» **Work instruction**: The required copy runs from the first line of the material through the line containing "position:absolute; right:15px; top:15px;", exactly as written and without pictures.

» **Supplied data**:
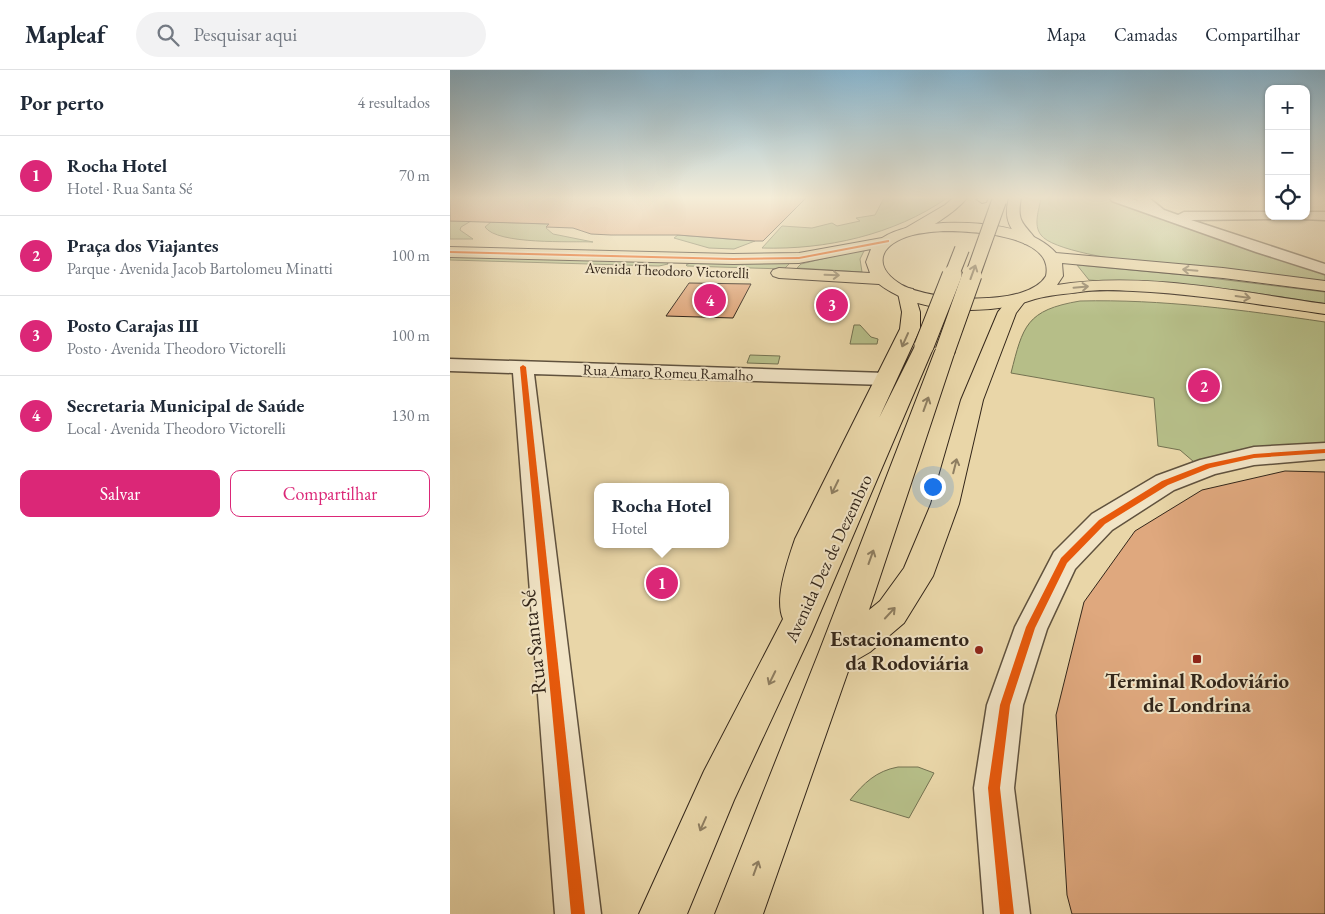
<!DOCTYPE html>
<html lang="pt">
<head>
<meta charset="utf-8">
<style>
  body { margin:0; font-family:"EB Garamond",serif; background:#f2f2f3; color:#1f2937 }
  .controls { position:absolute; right:15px; top:15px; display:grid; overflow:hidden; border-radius:10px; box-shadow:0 1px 4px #0004 }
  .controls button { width:45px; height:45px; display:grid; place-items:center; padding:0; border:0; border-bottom:1px solid #e0e1e3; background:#fff; color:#1f2937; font:25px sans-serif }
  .you { position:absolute; left:482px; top:416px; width:18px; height:18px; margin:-12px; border:4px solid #fff; border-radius:50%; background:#1a73e8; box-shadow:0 0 0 8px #1a73e833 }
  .badge { display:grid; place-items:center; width:32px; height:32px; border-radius:50%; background:#db2777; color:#fff; font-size:16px; font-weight:700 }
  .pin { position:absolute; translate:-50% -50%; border:2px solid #fff; box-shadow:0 1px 5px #0006 }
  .popup { position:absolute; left:144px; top:413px; width:135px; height:65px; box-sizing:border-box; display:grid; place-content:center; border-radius:10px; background:#fff; filter:drop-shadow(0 1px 4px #0005); font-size:16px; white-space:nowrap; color:#747a83 }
  .popup b { font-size:19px; color:#1f2937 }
  .popup::after { content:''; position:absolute; left:50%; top:100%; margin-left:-10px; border:10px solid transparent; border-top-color:#fff }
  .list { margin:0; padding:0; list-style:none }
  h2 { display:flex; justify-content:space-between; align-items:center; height:65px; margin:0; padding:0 20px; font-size:21px }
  h2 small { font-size:16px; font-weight:400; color:#747a83 }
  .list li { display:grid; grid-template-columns:32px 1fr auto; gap:15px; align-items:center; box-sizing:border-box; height:80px; padding:0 20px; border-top:1px solid #e0e1e3 }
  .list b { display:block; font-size:19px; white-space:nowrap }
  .list p { margin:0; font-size:16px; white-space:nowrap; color:#747a83 }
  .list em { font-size:16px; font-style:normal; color:#747a83 }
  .actions { display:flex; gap:10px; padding:15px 20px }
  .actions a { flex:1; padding:11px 0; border:1px solid #db2777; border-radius:10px; text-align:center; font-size:18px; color:#db2777 }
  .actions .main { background:#db2777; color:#fff }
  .icon { flex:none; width:28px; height:28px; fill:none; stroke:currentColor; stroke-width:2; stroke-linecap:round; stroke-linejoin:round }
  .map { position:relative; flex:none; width:875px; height:844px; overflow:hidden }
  header { display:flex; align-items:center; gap:30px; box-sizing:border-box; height:70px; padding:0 25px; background:#fff; border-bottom:1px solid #e0e1e3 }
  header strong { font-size:24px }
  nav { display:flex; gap:28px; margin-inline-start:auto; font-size:18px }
  .search { width:350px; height:45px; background:#f2f2f3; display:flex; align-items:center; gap:12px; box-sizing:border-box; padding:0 18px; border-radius:28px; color:#747a83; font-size:19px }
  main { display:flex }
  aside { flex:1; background:#fff }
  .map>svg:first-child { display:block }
  .green { fill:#b6be88; stroke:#747251 }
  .building { fill:#dfa87e; stroke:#33261a }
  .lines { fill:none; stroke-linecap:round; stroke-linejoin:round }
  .minor-casing { stroke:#60523e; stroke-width:3 }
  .major-casing { stroke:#33261a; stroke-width:2 }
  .highway-casing { stroke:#33261a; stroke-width:2 }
  .minor { fill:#f1e4c6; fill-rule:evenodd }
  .major { fill:#e9d6a8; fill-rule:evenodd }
  .highway { fill:#e9d6a8; fill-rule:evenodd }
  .highway-bridge-far1-casing { stroke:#33261a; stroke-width:16; stroke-linecap:butt }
  .highway-bridge-casing { stroke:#33261a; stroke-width:21; stroke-linecap:butt }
  .highway-bridge-far1 { stroke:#e9d6a8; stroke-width:14 }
  .highway-bridge { stroke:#e9d6a8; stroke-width:19 }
  .cycleway-casing { stroke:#f1e4c6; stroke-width:3 }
  .cycleway { fill:#e8590c; fill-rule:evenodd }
  .oneway { stroke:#8e7e61 }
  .poi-dot { fill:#8f2418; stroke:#f1e4c6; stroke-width:2 }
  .labels { text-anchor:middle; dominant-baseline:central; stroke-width:4; stroke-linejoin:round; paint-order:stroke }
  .far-street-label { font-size:15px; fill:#33261a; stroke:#f1e4c6 }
  .street-label { font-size:18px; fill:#33261a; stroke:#f1e4c6 }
  .near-poi-label { font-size:21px; font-weight:bold; fill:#33261a; stroke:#f1e4c6; text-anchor:end }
  .near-street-label { font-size:21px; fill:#33261a; stroke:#f1e4c6 }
</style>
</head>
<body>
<header>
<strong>Mapleaf</strong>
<div class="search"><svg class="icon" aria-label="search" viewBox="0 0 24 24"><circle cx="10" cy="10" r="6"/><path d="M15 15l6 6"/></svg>Pesquisar aqui</div>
<nav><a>Mapa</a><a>Camadas</a><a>Compartilhar</a></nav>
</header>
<main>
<aside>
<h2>Por perto<small>4 resultados</small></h2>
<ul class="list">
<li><span class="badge">1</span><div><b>Rocha Hotel</b><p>Hotel · Rua Santa Sé</p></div><em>70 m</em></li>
<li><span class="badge">2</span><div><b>Praça dos Viajantes</b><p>Parque · Avenida Jacob Bartolomeu Minatti</p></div><em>100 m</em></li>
<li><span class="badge">3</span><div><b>Posto Carajas III</b><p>Posto · Avenida Theodoro Victorelli</p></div><em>100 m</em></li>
<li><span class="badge">4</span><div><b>Secretaria Municipal de Saúde</b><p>Local · Avenida Theodoro Victorelli</p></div><em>130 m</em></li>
</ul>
<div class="actions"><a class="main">Salvar</a><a>Compartilhar</a></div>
</aside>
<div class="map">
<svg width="875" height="844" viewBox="0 0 875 844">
  <rect width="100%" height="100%" fill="#e9d6a8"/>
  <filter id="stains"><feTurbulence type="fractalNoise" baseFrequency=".004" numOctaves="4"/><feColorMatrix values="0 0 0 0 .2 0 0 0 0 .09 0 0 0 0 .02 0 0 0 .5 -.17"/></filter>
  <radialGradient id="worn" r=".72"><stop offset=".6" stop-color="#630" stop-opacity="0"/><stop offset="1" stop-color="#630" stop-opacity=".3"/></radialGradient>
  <!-- green -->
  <g class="green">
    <path d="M434 128H497C444 165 375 180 312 178L332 156 362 158 382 153 387 156 410 151 406 148 425 145Z"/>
    <path d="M591 128H661L875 203V211C830 207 612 194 591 165 583 155 589 140 591 128Z"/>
    <polygon points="0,151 21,151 11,157 10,160 23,169 0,169"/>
    <path d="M41 152 99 154 96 158 103 164 143 172C122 171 47 175 35 157Z"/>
    <polygon points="228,165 305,171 284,179 259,178 224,168"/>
    <polygon points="413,179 415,179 410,189 412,202 347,198 351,194"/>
    <polygon points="0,186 216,192 218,194 209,196 0,190"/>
    <polygon points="240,193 340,193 334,199 237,196 236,195"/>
    <polygon points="627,195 744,206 875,222 875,234 787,220 639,210"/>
    <path d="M630 231C712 229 793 240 875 252V377L780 384 744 392 730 380 708 376 704 328 561 303C573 256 576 240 630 231Z"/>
    <polygon points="404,255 410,255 421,267 428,269 427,274 400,274"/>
    <polygon points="300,285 330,286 328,294 297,293"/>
    <path d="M448 697H468L484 703 459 748 400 730C414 713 426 701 448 697Z"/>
  </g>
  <!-- building -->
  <g class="building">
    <polygon points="0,128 356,128 313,171 305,171 228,165 161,165 141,164 123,158 96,157 99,154 0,151"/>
    <polygon points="239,213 301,214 283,248 216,246"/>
    <polygon points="835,401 875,402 875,844 622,844 617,825 606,645 634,532 685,461 752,420"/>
  </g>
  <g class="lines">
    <!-- minor casing -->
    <g class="minor-casing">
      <g id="minor">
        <polygon points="660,128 679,128 688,131 685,128 699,128 714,140 728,145 734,142 819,142 819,146 825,146 824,149 741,150 875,194 875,204 806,182 662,131"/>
        <polygon points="856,142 875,142 875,150 851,149 850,146 856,146"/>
        <polygon points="0,289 436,303 443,305 446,309 443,313 436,315 84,304 151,844 105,844 63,303 0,301"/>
        <polygon points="875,373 875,389 804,395 765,404 724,420 662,460 625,499 597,559 573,635 564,718 580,844 534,844 524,718 537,635 565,557 604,482 642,444 706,406 750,390 804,377"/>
      </g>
    </g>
    <!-- major casing -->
    <g class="major-casing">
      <path id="major" d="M493 153C527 152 581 155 606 183L773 198 875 211V221L773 208 612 193 613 206 607 215C693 201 790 222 875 234V244C811 235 748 224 683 221 666 220 647 219 630 222 616 224 599 225 585 229 576 232 566 235 556 237 515 244 463 240 429 214L329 208 323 206 321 203 323 200 329 198 420 203 416 192 421 179 349 193 283 194 0 187V177L283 184 349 183 432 168C450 156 473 155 493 153ZM493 161C519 161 605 164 596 206 577 238 481 231 452 215 425 199 426 178 456 167 467 163 480 162 493 161Z"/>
    </g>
    <!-- highway casing -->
    <g class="highway-casing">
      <g id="highway">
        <path d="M503 128H517C508 140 468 169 454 165L452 162 454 159 495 135Z"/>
        <polygon points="538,128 536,132 532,133 526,129"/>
        <path d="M559 128H571C566 154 575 153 587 171L585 174H575C560 160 553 149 559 128Z"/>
        <path d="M457 218 463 219 470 242V259L429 348 467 272 474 270 481 272 484 276 361 564 284 730 237 844H189L254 701 333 549C324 529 338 490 345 469L450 259 452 242 448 223 451 219Z"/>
        <polygon points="567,225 573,226 576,230 566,243 533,330 509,434 483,506 454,553 420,582 401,593 313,844 265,844 369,582 485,281 488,277 495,275 502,277 505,281 419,540 430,531 454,498 481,434 511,330 548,242 561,226"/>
      </g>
    </g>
    <!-- minor -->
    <use href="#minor" class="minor"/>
    <!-- major -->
    <use href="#major" class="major"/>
    <!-- highway -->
    <use href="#highway" class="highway"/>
    <!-- highway-bridge-far1 casing -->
    <g class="highway-bridge-far1-casing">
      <g id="highway-bridge-far1">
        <polyline points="501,207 512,179"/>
        <polyline points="522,207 549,131"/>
      </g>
    </g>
    <!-- highway-bridge casing -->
    <g class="highway-bridge-casing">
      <g id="highway-bridge">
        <polyline points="474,276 502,205"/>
        <polyline points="495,281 522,205"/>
      </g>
    </g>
    <!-- highway-bridge-far1 -->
    <use href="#highway-bridge-far1" class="highway-bridge-far1"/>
    <!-- highway-bridge -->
    <use href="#highway-bridge" class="highway-bridge"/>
    <!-- cycleway casing -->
    <g class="cycleway-casing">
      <g id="cycleway">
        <polygon points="438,170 439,170 439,172 349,189 283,190 0,183 0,181 283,188 349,187"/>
        <polygon points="73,295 76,297 135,844 121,844 70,297"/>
        <polygon points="875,379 875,383 804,388 760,398 718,415 655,454 617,493 585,558 560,635 550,718 564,844 550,844 538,718 550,635 576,557 611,488 649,450 712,411 756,394 804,384"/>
      </g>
    </g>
    <!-- cycleway -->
    <use href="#cycleway" class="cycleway"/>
  </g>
  <!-- one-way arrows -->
  <defs><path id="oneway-shaft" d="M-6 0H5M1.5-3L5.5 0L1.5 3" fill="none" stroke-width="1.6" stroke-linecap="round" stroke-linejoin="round" transform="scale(1.25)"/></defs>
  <g class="oneway">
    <use href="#oneway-shaft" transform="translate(740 200) rotate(-175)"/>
    <use href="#oneway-shaft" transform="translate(523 202) rotate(-70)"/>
    <use href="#oneway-shaft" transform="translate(382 205) rotate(2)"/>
    <use href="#oneway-shaft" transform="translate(631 217) rotate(-5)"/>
    <use href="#oneway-shaft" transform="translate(793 227) rotate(8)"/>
    <use href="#oneway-shaft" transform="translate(455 270) rotate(114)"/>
    <use href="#oneway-shaft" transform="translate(476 334) rotate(-70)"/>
    <use href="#oneway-shaft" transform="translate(505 396) rotate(-76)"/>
    <use href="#oneway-shaft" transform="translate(385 417) rotate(116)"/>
    <use href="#oneway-shaft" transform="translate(421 487) rotate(-70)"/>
    <use href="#oneway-shaft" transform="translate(440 543) rotate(-47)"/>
    <use href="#oneway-shaft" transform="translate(322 608) rotate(116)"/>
    <use href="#oneway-shaft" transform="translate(253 754) rotate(114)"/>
    <use href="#oneway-shaft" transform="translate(306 798) rotate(-70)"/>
  </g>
  <!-- sky -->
  <linearGradient id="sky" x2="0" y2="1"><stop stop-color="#88b6d0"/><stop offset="0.52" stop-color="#f5edd8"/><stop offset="1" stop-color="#f5edd8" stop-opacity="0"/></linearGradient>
  <rect width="875" height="246" fill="url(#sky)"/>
  <!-- markers -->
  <g class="poi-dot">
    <circle cx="529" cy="580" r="5"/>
    <rect x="742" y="584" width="10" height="10" rx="2.5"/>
  </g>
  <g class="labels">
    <!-- far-street labels -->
    <g class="far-street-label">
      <text transform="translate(217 200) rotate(2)">Avenida Theodoro Victorelli</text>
      <text transform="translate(218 302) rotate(2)">Rua Amaro Romeu Ramalho</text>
    </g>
    <!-- street labels -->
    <g class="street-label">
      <text transform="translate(378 488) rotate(-65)">Avenida Dez de Dezembro</text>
    </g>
    <!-- near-poi labels -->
    <g class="near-poi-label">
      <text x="519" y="568">Estacionamento<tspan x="519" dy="24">da Rodoviária</tspan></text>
      <text x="747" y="610" text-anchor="middle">Terminal Rodoviário<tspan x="747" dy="24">de Londrina</tspan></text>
    </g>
    <!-- near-street labels -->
    <g class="near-street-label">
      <text transform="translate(83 572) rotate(-96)">Rua Santa Sé</text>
    </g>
  </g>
  <rect width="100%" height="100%" filter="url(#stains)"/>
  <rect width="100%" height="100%" fill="url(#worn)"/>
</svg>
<div class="controls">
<button>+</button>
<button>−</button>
<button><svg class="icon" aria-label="locate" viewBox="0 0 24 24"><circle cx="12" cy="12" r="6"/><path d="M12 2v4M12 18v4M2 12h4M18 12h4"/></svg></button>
</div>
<div class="you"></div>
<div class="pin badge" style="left:212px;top:513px">1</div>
<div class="popup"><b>Rocha Hotel</b>Hotel</div>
<div class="pin badge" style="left:754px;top:316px">2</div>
<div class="pin badge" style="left:382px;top:235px">3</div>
<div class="pin badge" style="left:260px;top:230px">4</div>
</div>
</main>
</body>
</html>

» **Solution to the problem**:
<!DOCTYPE html>
<html lang="pt">
<head>
<meta charset="utf-8">
<style>
  body { margin:0; font-family:"EB Garamond",serif; background:#f2f2f3; color:#1f2937 }
  .controls { position:absolute; right:15px; top:15px; display:grid; overflow:hidden; border-radius:10px; box-shadow:0 1px 4px #0004 }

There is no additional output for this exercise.